|
NIST Conducts
Language Recognition Evaluation
BY SATANJEEV
BANERJEE
In the fall of 2007, NIST
- the National Institute of Standards and Technology - ran
the fourth Language Recognition Evaluation exercise. The
goal of the exercise was to evaluate the current state of
the art in automatically detecting the language being spoken
in a short audio snippet. This exercise followed similar
exercises performed by NIST in 1996, 2003 and 2005.
The latest evaluation consisted of six tests, each defined
by a fixed set of languages or dialects that the
participants had to distinguish among. Each test comprised
of a set of audio snippets. In each set, one of the
languages in that test was designated as the "target"
language, and the remaining languages "non-target".
Participants had to detect whether the target language was
being spoken in the snippet. Two versions of this evaluation
were performed - closed set and open set. In "closed set"
evaluation, the language in the snippet was guaranteed to be
either the target language or one of the non-target
languages. In "open set" evaluation, the snippet's language
could also be outside the set of target and non-target
languages.
Of the six tests, there were two language discrimination
tests (the general test and the Chinese test) and four
dialect discrimination tests. In the general test,
participants had to discriminate between 14 languages or
language groups: Arabic, Bengali, Farsi, German, Japanese,
Korean, Russian, Tamil, Thai, Vietnamese, Chinese (a mixture
of Cantonese, Min, Wu, mainland Mandarin and Taiwanese
Mandarin), English (a mixture of American and Indian),
Hindustani (a mixture of Hindi and Urdu), and Spanish (a
mixture of Caribbean and non-Caribbean). In the Chinese
language test participants had to discriminate between the 4
Chinese-group languages: Cantonese, Mandarin (mixture of
mainland and Taiwan), Min and Wu. In the four dialect
discrimination tests, participants had to distinguish
between pairs of dialects - mainland Mandarin versus
Taiwanese Mandarin, American English versus Indian English,
Hindi versus Urdu and Caribbean Spanish versus non-Caribbean
Spanish. Together these six tests covered a wide range of
difficulty, from languages that are mutually unintelligible
to dialects that are similar to each other.
The audio snippets contained conversational telephone speech
in 8-bit 8-kHz u-law format, and were either 3, 10 or 30
seconds long. There were between 80 and 168 audio snippets
for each of the three durations for each language and
dialect tested. Data from previous evaluations were provided
to the participants as training data. Much of the test data
was recently collected by the Linguistic Data Consortium (LDC)
and others.
Participants' outputs were scored by computing a cost
function that combined detection misses (system failed to
detect that the target language was the correct language)
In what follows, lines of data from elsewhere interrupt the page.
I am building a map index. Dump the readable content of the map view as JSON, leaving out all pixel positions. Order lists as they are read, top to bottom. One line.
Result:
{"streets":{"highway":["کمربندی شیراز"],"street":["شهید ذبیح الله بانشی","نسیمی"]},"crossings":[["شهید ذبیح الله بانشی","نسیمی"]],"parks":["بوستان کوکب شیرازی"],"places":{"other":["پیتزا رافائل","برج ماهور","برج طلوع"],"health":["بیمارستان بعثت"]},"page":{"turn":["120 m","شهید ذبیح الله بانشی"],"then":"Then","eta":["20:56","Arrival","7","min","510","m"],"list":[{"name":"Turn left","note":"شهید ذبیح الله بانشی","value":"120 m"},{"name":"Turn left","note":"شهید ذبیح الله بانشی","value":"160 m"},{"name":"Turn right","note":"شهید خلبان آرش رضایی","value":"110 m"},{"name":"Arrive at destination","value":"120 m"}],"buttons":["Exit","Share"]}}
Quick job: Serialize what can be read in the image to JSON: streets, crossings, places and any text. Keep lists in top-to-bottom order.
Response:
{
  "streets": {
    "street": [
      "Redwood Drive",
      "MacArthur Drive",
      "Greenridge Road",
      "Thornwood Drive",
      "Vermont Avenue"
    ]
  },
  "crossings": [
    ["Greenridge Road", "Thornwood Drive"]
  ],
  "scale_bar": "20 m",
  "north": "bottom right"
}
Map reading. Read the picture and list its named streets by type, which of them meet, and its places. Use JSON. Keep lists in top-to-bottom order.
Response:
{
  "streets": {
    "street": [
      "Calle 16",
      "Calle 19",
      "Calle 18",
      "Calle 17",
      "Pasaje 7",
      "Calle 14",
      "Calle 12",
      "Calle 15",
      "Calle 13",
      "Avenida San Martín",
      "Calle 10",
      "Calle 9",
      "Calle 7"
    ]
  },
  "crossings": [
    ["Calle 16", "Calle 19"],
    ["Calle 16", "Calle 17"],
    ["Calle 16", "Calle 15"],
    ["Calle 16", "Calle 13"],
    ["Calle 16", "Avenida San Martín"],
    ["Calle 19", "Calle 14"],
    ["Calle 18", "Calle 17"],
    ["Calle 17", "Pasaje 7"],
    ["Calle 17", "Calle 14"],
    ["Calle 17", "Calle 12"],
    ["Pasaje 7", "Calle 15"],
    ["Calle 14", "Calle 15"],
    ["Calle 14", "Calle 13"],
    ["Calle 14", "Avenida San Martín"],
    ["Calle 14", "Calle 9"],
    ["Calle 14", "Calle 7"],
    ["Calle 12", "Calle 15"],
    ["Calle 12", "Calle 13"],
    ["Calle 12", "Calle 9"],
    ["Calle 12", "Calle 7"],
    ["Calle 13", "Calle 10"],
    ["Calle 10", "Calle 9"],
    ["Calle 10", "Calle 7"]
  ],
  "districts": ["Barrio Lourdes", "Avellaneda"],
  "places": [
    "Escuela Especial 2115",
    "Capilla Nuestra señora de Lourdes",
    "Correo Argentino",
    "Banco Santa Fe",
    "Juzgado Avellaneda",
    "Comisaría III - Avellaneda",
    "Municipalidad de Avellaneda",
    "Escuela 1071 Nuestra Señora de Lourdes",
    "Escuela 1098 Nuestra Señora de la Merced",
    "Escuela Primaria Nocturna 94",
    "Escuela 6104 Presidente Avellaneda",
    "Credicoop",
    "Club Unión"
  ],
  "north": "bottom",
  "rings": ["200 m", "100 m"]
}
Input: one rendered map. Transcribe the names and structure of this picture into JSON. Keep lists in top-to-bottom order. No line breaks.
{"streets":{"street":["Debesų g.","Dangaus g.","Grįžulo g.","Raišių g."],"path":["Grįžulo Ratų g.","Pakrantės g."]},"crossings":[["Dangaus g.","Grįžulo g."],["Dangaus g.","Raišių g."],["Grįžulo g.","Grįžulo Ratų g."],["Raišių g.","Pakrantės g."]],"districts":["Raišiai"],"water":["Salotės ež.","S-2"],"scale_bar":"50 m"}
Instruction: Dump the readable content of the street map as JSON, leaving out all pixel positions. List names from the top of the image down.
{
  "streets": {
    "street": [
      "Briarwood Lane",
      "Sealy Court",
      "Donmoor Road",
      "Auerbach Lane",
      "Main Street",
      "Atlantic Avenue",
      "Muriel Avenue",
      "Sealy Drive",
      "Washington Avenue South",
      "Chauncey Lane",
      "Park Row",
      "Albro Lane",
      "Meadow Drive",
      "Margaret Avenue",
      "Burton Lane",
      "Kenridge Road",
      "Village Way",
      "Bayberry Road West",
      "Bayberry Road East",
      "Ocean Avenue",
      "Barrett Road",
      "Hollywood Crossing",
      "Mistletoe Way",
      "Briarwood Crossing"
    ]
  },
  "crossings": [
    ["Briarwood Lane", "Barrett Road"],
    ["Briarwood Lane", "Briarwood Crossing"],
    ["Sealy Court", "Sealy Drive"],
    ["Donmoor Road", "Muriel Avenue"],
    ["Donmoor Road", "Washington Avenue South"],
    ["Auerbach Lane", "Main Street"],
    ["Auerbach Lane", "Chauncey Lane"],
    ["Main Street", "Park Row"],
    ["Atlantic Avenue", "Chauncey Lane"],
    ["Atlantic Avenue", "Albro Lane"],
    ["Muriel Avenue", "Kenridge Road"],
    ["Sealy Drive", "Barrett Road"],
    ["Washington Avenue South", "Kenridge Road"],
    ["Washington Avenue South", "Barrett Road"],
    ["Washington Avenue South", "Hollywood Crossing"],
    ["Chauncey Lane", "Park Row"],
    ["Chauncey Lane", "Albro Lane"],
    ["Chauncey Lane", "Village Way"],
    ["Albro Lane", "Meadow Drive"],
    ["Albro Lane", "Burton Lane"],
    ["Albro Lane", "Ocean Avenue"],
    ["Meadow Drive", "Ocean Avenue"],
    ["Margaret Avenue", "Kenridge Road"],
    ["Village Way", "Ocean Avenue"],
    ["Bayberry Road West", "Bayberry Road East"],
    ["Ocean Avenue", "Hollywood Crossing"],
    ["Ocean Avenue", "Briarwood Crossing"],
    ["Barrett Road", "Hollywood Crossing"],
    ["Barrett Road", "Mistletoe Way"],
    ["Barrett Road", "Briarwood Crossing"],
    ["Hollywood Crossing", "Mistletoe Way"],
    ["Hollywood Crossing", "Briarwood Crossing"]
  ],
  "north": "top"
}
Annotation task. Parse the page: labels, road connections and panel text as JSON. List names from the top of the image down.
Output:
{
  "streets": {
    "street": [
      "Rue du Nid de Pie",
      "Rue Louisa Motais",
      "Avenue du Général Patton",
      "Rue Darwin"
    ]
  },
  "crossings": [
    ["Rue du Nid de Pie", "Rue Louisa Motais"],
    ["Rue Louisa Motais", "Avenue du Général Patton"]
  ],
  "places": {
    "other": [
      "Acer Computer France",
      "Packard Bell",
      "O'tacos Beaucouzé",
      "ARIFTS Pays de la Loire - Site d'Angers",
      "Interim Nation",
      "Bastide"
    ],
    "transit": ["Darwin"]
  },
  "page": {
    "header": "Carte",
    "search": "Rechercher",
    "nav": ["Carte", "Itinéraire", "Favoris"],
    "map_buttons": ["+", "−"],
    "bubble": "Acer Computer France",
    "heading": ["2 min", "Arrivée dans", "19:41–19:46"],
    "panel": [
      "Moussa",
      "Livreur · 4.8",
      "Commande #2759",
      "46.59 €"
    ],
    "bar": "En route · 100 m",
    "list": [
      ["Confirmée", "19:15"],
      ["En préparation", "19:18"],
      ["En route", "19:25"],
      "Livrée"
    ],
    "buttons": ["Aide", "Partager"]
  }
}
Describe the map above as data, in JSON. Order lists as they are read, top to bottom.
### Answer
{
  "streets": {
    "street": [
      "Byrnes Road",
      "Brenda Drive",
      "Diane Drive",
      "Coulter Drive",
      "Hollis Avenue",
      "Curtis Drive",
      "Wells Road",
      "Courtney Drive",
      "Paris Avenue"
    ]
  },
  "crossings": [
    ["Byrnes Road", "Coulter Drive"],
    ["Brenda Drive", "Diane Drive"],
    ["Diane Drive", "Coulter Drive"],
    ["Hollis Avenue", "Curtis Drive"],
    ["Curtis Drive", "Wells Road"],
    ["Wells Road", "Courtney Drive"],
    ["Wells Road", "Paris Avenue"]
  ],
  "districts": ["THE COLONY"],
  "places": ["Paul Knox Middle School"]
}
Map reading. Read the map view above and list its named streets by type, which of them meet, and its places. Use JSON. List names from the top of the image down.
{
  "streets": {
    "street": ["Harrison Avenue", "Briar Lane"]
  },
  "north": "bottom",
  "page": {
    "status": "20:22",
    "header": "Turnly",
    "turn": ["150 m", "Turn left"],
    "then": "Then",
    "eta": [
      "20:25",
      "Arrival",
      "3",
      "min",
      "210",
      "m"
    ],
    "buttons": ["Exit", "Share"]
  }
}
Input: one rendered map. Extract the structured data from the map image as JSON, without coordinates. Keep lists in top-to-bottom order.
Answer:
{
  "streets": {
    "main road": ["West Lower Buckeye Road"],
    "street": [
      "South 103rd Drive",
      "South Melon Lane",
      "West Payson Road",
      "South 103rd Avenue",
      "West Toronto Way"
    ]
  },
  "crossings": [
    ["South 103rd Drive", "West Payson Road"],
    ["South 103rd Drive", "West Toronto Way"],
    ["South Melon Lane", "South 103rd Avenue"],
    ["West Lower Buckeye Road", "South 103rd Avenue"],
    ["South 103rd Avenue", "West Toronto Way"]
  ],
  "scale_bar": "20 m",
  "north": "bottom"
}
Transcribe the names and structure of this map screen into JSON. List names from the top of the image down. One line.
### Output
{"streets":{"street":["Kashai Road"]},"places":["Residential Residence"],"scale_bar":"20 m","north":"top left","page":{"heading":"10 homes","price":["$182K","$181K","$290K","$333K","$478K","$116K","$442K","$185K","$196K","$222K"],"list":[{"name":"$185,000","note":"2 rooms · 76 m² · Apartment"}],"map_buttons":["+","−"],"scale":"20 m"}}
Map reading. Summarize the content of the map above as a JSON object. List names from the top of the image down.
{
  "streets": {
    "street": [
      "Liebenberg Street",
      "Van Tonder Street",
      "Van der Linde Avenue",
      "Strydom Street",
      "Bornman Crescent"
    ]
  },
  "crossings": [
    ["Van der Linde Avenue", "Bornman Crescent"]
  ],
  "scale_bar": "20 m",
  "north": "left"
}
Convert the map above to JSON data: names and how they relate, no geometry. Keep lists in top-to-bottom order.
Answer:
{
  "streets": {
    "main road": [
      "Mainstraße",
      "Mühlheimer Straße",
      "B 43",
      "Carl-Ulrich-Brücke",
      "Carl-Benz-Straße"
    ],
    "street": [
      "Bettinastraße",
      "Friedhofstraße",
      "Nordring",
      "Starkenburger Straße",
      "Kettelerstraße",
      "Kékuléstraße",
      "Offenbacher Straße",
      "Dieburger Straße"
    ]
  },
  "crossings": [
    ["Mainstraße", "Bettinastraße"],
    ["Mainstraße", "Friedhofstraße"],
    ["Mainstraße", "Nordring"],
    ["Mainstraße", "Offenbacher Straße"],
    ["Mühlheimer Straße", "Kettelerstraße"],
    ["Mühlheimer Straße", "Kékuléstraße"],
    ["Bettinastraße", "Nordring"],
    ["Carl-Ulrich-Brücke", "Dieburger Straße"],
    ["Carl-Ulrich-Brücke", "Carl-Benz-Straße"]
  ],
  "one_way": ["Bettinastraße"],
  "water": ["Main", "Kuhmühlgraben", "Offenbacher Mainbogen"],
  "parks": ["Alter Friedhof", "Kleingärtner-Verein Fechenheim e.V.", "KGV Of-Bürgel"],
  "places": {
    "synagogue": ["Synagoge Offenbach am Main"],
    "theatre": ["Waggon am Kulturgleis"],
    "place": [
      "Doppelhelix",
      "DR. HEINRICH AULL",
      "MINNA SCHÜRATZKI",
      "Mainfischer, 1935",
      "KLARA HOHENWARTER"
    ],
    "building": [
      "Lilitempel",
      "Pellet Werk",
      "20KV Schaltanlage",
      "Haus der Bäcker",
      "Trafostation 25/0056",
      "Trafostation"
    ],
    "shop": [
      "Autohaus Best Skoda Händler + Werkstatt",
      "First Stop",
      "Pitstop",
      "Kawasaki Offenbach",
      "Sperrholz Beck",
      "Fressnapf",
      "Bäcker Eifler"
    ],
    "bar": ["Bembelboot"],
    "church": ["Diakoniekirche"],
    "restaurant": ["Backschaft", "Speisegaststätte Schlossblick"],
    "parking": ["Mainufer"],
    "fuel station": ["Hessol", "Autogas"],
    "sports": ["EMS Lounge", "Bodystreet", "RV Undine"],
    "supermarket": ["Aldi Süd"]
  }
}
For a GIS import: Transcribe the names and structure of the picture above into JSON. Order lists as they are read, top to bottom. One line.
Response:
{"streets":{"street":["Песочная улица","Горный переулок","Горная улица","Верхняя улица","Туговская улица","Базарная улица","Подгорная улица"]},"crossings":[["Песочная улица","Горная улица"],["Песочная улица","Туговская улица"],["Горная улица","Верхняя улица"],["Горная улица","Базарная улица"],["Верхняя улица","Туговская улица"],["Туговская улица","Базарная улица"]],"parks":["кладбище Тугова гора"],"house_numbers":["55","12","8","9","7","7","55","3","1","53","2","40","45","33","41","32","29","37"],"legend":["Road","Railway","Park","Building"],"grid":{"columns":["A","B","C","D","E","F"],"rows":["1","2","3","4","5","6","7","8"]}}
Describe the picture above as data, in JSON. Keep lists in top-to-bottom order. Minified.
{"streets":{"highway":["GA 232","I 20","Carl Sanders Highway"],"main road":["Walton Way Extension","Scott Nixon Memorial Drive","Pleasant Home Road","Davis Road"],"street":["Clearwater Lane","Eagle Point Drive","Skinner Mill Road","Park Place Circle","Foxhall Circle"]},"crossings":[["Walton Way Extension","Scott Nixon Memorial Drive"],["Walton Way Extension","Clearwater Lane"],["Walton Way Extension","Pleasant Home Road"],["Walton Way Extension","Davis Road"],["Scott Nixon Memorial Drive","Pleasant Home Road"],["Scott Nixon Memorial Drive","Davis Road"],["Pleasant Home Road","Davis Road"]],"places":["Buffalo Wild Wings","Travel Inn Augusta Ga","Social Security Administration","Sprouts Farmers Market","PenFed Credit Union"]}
and false alarms (system failed to detect that the target
language was not the correct language). Average cost was
computed over audio snippets in each of the three duration
classes, and in each of the six tests.
Twenty-one sites participated in the exercise - 4 from
China, France and Spain each, 3 from the United States, 2
from Singapore, one from the Czech Republic, Italy, and
Germany, and one combined team from the Netherlands and
South Africa.
As expected, of the six tests, the best results were
obtained for the general language discrimination test, and
the best performing systems showed a marked improvement in
all three snippet duration classes over the best results in
the 2005 exercise, even though there were more languages
this year than in previous years. The next best results
among tests this year was in the Chinese language
discrimination test, followed by the English dialect and the
Mandarin dialect tests. The best results in the English
dialect test did not improve much over the 2005 results,
except for a slight improvement in the 30-second snippet
duration class. There were improvements over the 2005
results in the Mandarin dialect test. The worst performing
tests this year were the Hindustani dialect (Hindi versus
Urdu) and Spanish dialect tests. In a separate pilot
experiment to measure how well humans fluent in the dialects
can perform the same dialect discrimination tasks, NIST test
coordinator Audrey Le found that while the humans'
performance was expectedly better than the systems', their
performance was still "far from perfect".
"This was probably due to...the difficulty in defining hard
boundaries among dialects", said Le.
The full evaluation results of this exercise are available
at
here and more information can be found on the
evaluation's
homepage.
The next evaluation is planned for the Spring/Summer of
2009.
|